# Task statement:
The full listing must be reproduced exactly as given.

# Available records:
- - - - -

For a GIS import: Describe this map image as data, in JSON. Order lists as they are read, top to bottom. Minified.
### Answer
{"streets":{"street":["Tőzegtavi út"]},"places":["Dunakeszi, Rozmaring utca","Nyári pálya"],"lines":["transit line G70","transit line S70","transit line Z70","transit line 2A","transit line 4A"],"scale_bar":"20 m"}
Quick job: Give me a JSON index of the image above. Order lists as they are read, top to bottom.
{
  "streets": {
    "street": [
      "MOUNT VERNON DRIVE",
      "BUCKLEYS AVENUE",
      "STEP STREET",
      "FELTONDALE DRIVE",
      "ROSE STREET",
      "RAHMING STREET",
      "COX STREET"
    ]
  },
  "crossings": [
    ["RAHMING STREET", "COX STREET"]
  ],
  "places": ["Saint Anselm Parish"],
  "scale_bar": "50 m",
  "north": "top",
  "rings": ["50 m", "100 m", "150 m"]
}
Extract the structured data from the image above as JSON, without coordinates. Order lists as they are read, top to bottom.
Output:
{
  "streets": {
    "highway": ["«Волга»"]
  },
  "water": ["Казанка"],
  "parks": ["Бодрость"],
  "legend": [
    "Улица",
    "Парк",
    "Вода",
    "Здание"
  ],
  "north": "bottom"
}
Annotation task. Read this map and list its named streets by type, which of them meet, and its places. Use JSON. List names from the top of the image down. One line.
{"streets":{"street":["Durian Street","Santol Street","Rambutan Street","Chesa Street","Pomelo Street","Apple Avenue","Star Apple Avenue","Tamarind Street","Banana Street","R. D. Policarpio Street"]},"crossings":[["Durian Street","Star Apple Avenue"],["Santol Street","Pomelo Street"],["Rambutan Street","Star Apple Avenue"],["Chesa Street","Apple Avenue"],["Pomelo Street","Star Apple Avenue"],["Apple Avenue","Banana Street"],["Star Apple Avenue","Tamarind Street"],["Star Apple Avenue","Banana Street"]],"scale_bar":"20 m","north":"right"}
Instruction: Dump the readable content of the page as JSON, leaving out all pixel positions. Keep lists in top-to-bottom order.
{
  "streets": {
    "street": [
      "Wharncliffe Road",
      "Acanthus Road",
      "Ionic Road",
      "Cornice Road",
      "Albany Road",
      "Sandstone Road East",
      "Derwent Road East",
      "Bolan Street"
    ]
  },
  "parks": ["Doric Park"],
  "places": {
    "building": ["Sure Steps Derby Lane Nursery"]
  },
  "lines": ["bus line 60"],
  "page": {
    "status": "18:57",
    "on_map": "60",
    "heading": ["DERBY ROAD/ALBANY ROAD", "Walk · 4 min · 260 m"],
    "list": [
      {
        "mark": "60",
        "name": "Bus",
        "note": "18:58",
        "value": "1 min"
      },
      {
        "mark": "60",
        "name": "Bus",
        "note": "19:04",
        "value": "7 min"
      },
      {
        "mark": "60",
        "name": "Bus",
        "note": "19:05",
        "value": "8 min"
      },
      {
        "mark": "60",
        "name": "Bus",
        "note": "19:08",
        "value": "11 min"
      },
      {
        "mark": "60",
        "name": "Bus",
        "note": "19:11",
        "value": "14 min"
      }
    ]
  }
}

- - - - -

# Answer box:
For a GIS import: Describe this map image as data, in JSON. Order lists as they are read, top to bottom. Minified.
### Answer
{"streets":{"street":["Tőzegtavi út"]},"places":["Dunakeszi, Rozmaring utca","Nyári pálya"],"lines":["transit line G70","transit line S70","transit line Z70","transit line 2A","transit line 4A"],"scale_bar":"20 m"}
Quick job: Give me a JSON index of the image above. Order lists as they are read, top to bottom.
{
  "streets": {
    "street": [
      "MOUNT VERNON DRIVE",
      "BUCKLEYS AVENUE",
      "STEP STREET",
      "FELTONDALE DRIVE",
      "ROSE STREET",
      "RAHMING STREET",
      "COX STREET"
    ]
  },
  "crossings": [
    ["RAHMING STREET", "COX STREET"]
  ],
  "places": ["Saint Anselm Parish"],
  "scale_bar": "50 m",
  "north": "top",
  "rings": ["50 m", "100 m", "150 m"]
}
Extract the structured data from the image above as JSON, without coordinates. Order lists as they are read, top to bottom.
Output:
{
  "streets": {
    "highway": ["«Волга»"]
  },
  "water": ["Казанка"],
  "parks": ["Бодрость"],
  "legend": [
    "Улица",
    "Парк",
    "Вода",
    "Здание"
  ],
  "north": "bottom"
}
Annotation task. Read this map and list its named streets by type, which of them meet, and its places. Use JSON. List names from the top of the image down. One line.
{"streets":{"street":["Durian Street","Santol Street","Rambutan Street","Chesa Street","Pomelo Street","Apple Avenue","Star Apple Avenue","Tamarind Street","Banana Street","R. D. Policarpio Street"]},"crossings":[["Durian Street","Star Apple Avenue"],["Santol Street","Pomelo Street"],["Rambutan Street","Star Apple Avenue"],["Chesa Street","Apple Avenue"],["Pomelo Street","Star Apple Avenue"],["Apple Avenue","Banana Street"],["Star Apple Avenue","Tamarind Street"],["Star Apple Avenue","Banana Street"]],"scale_bar":"20 m","north":"right"}
Instruction: Dump the readable content of the page as JSON, leaving out all pixel positions. Keep lists in top-to-bottom order.
{
  "streets": {
    "street": [
      "Wharncliffe Road",
      "Acanthus Road",
      "Ionic Road",
      "Cornice Road",
      "Albany Road",
      "Sandstone Road East",
      "Derwent Road East",
      "Bolan Street"
    ]
  },
  "parks": ["Doric Park"],
  "places": {
    "building": ["Sure Steps Derby Lane Nursery"]
  },
  "lines": ["bus line 60"],
  "page": {
    "status": "18:57",
    "on_map": "60",
    "heading": ["DERBY ROAD/ALBANY ROAD", "Walk · 4 min · 260 m"],
    "list": [
      {
        "mark": "60",
        "name": "Bus",
        "note": "18:58",
        "value": "1 min"
      },
      {
        "mark": "60",
        "name": "Bus",
        "note": "19:04",
        "value": "7 min"
      },
      {
        "mark": "60",
        "name": "Bus",
        "note": "19:05",
        "value": "8 min"
      },
      {
        "mark": "60",
        "name": "Bus",
        "note": "19:08",
        "value": "11 min"
      },
      {
        "mark": "60",
        "name": "Bus",
        "note": "19:11",
        "value": "14 min"
      }
    ]
  }
}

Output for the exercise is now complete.